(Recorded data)

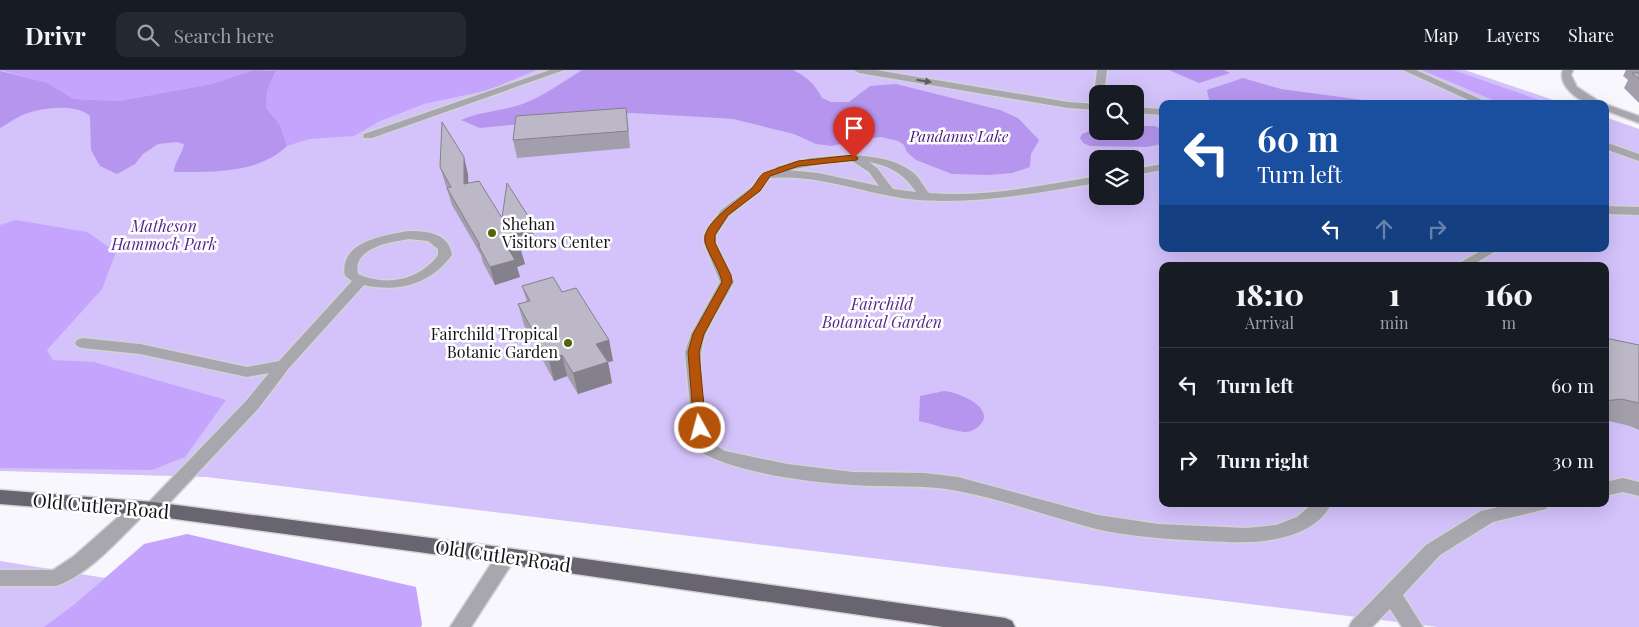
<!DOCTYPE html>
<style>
:root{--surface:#171b24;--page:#242831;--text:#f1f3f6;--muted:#9ea1a6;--line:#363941}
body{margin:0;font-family:"Playfair Display",serif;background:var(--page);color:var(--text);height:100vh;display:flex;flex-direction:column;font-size:19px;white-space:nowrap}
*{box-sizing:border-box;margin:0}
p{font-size:16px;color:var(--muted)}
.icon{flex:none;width:28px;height:28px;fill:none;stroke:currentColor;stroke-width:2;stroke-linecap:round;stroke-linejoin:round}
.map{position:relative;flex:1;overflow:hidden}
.side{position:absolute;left:1159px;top:192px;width:450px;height:245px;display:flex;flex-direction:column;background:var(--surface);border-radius:10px;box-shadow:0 5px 20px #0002}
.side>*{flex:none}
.top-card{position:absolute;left:1159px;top:30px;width:450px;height:152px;border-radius:10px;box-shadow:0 5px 20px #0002;background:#1a4fa0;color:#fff;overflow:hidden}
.buttons{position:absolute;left:1089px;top:15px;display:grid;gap:10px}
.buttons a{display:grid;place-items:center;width:55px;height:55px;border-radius:10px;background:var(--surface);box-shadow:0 5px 20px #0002;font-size:25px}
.pin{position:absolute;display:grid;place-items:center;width:42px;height:42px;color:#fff;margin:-51px -21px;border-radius:50% 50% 50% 0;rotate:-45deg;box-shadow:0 0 5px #0007}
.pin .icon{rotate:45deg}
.me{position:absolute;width:55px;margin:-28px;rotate:353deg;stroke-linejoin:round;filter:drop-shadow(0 0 4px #0008)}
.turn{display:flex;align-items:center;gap:18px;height:105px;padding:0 15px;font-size:22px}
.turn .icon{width:65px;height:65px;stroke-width:2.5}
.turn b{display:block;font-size:35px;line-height:42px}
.lanes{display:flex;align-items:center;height:48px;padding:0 15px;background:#0003;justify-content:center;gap:25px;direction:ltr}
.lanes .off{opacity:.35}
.eta{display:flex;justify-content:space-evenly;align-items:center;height:85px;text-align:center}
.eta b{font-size:30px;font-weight:800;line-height:35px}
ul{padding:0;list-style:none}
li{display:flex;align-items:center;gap:15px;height:75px;padding:0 15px;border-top:1px solid var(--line)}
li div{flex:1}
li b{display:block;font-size:19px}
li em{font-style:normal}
header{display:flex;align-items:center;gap:30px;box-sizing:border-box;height:70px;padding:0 25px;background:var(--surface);border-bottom:1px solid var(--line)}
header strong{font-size:24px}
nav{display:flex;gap:28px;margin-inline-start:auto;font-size:18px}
.search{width:350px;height:45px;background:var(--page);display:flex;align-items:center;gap:12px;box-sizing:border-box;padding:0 18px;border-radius:10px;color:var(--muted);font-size:19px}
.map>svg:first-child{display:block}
.green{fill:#d4c2fb;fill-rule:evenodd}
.forest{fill:#c4a4fd}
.water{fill:#b595ed}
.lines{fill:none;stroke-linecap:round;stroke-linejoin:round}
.minor-casing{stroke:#d4d2d9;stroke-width:3}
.major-casing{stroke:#d4d2d9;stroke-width:3}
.minor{fill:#a9a7ae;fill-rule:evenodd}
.major{fill:#686470;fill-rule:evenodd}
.wall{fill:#a39eac}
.shaded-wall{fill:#84818c}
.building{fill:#bdb8c8;stroke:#84818c}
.oneway{fill:#5e5c62}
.route{fill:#b45309;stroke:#753606}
.poi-dot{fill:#556409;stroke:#fff;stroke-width:2}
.labels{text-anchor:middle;stroke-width:5;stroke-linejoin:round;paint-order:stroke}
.far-water-label{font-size:15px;font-style:italic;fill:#451279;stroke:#fff}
.poi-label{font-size:16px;fill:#131217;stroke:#fff;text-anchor:start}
.park-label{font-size:16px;font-style:italic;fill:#55278c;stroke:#fff}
.near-street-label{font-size:19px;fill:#131217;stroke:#fff}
</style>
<header>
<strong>Drivr</strong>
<div class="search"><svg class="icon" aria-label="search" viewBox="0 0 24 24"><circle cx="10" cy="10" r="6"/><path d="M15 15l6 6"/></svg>Search here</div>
<nav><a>Map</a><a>Layers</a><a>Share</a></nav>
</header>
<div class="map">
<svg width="1639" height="557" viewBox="0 0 1639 557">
<rect width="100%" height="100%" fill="#f9f7fe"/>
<path class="green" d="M0,0H1465L1565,34H1162V179H1605V47L1639,59V557H1438L206,407L0,401ZM1098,24H1135V61H1098ZM1098,89H1135V126H1098ZM1162,196H1605V434H1162Z
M0,491L373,551L366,557H0Z"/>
<path class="forest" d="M0,0H254L212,14L119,31L74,29L45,12Z
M270,0H536L489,20L424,34L380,51L354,66L309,69L287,76L280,55L266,38L267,21L276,2Z
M1422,0H1453L1551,34L1500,33Z
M16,150L87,162L116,182L102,219L47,280L53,290L94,292L226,330L185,387L152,400L0,398V155Z
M187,464L416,517L422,554L421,557H44L75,534L144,474Z"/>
<path class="water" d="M254,0L276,1L267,21L266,38L280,55L287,76C258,104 211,102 174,102C175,90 182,85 184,74L177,72L158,74L143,84L135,94L117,104L100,96L91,80L90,46C75,33 43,38 25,44C16,47 8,54 0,58V1L45,12L74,29L119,31L212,14Z
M582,0H793C807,7 815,14 822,28L831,32H849L870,16L896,14L1000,40L1018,48L1039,70L1031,84L1030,97L1012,103L989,105L952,104L916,90L907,82L904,75L898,71L881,67L858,70L832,76L816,74L794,64L733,49L719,48L632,43L480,58L461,50C481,41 504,41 525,33C545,25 563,12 582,0Z
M1169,0H1224L1230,3L1199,13Z
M1243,8L1281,19L1393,34H1210L1207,20Z
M1135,56H1154L1162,59V74L1147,77L1090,76L1083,73L1080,68L1082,64L1097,58L1098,61H1135Z
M944,321C958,322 998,338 979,356C976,359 970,362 965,362C951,361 933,354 919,351L920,326Z"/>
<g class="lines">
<defs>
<path id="minor" d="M550,0H564L372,68H364L363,66L364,64Z
M854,0H876L1068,32L1098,34V40L1068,38L859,3Z
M1097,0H1107L1104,24H1098V27L1094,24Z
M1403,0H1416L1491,34H1477Z
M1563,0H1573L1571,5L1577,17L1603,34C1599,34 1594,34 1591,34C1577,31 1557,14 1563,0Z
M1605,34L1639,46V53L1605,40Z
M1135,37L1162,39V45L1135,43Z
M1605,72L1639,84V91L1605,79Z
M848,85C871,86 896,88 915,104C920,109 924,117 929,123C985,128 1042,115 1098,106V113C1035,123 972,136 909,129C863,123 818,104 770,108L760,121L729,146L716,165V173L734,212C725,229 714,246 706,263C694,290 705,345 713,374L725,381L787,394L853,402L925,403L958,407L1098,445L1158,454L1246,458L1276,455L1297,447L1312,434H1331C1322,454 1298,465 1276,469C1253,474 1229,472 1205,471C1169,469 1131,467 1096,459C1050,447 1005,430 958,421C923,414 888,418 852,415C809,412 735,403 699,381L692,358L685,282L691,264L720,212L704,173V165L721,140L752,117L763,103L776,101V97L811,88ZM852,91L869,102L879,116L818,103L788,100L829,93ZM869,92C890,96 904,104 916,122L893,119L877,98Z
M1162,94V100L1135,105V99Z
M1605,136L1639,137V145L1605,144Z
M409,161C427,161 449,163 452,185C431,214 398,223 364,215L289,298L258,339L159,444L153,446L146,443C121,467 89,505 56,516H0V500H53L74,486L134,433L140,431L147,434L246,331L269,303L247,307L140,284L82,278L77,276L75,273L77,270L82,268L140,274L247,297L279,291L352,211L345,206C338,172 384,165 409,161ZM409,169L428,171L438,179V185C420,210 386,217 358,204C352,178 390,172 409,169Z
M1484,179H1499L1471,196H1454Z
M1623,408L1639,412V426L1623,422L1605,426V412Z
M1511,434H1549L1546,439L1493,452L1440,485L1403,525L1423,557H1402L1390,539L1372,557H1349L1352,551L1426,475L1481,441Z
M507,478L514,480L517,486L471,557H450L500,480Z"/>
<path id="major" d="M0,420L153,432L507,478L1005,548L1012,551L1015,557H943L507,494L153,446L0,434Z"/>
</defs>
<use href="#minor" class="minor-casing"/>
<use href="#major" class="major-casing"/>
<use href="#minor" class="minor"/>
<use href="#major" class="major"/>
</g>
<path class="wall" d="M1626,0H1639V33L1624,18L1628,10L1623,6Z
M626,38L628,55L630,78L517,88L513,70Z
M440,97L468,104V113L502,148L534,167L517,172L525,194L517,197L520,207L495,215L483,193L481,185L452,135Z
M522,216L562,222L609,270L613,291L608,292L612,313L578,324L567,306L554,311L524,255L518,234L527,232Z
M1605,268L1639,275V360L1630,356L1605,350Z"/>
<path class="shaded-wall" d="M464,87L468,104L469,131L464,114Z
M530,149L534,167L512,173L507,156Z
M520,177L525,194L517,197L520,207L495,215L490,197L509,180Z
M609,270L613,291L608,292L612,313L578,324L573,303L596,274Z
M562,285L567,306L554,311L549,290Z"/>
<path class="building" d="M1632,3H1639V9Z
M626,38L628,61L513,70L516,46Z
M442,52L464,87V114L479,111L502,148L507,113L530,149L507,156L520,177L509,180L515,190L490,197L478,175H480L447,118L451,117L440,97Z
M553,207L562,222L576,218L609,270L596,274L608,292L573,303L562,285L549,290L518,234L530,231L522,216Z
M1605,268L1639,275V333L1621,329L1605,331Z"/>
<defs><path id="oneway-solid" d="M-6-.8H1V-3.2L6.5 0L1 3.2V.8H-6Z" transform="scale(1.25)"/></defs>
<use class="oneway" href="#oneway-solid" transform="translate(924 11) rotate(9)"/>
<path class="route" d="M854,85L858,88L857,90L799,96L770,106L760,121L728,145L715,165V173L731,205L732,212L704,264L699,282L706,358L700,363L695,361L694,358L688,282L693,264L722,212C719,198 709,186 705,172C701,152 741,130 752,118C757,113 758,107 764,103L798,91Z"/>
<g class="poi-dot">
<circle cx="492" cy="163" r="5"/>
<circle cx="568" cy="273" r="5"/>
</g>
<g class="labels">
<g class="far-water-label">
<text x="959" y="72">Pandanus Lake</text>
</g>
<g class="poi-label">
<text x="502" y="160">Shehan<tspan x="502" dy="18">Visitors Center</tspan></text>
<text x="558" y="270" text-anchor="end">Fairchild Tropical<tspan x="558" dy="18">Botanic Garden</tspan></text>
</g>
<g class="park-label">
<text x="164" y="162">Matheson<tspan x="164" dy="18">Hammock Park</tspan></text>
<text x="882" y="240">Fairchild<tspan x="882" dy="18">Botanical Garden</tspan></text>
</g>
<g class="near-street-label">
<text transform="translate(101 436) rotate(5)" y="7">Old Cutler Road</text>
<text transform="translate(503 486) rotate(8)" y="7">Old Cutler Road</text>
</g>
</g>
</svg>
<div class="buttons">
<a><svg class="icon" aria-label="search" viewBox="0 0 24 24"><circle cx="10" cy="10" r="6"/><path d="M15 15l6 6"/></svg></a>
<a><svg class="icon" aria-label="layers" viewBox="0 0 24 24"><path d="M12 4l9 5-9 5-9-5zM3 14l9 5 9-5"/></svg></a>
</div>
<div class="pin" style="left:854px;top:88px;background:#d93025"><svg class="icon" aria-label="arrive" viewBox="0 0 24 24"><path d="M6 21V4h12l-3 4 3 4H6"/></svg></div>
<svg class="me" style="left:700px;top:358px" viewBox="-20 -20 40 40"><circle r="17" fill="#b45309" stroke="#fff" stroke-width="3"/><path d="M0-11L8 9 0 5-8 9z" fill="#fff"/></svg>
<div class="top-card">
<div class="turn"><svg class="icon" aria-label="left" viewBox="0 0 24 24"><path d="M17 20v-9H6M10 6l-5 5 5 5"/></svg><div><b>60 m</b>Turn left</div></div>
<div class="lanes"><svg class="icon" aria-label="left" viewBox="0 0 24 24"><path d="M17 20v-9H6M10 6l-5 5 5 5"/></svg><svg class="icon off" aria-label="ahead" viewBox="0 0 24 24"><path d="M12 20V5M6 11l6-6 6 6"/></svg><svg class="icon off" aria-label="right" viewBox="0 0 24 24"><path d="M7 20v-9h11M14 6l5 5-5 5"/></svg></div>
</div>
<section class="side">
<div class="eta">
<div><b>18:10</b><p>Arrival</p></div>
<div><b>1</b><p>min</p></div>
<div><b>160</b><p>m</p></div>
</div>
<ul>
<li><svg class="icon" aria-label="left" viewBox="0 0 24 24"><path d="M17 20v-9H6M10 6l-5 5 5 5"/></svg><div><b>Turn left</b></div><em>60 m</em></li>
<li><svg class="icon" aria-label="right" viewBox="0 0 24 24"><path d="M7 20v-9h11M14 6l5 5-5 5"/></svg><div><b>Turn right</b></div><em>30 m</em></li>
</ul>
</section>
</div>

**Your instructions**: Every line above holding the string "casing" should be listed.

**Solution to this task**:
.minor-casing{stroke:#d4d2d9;stroke-width:3}
.major-casing{stroke:#d4d2d9;stroke-width:3}
<use href="#minor" class="minor-casing"/>
<use href="#major" class="major-casing"/>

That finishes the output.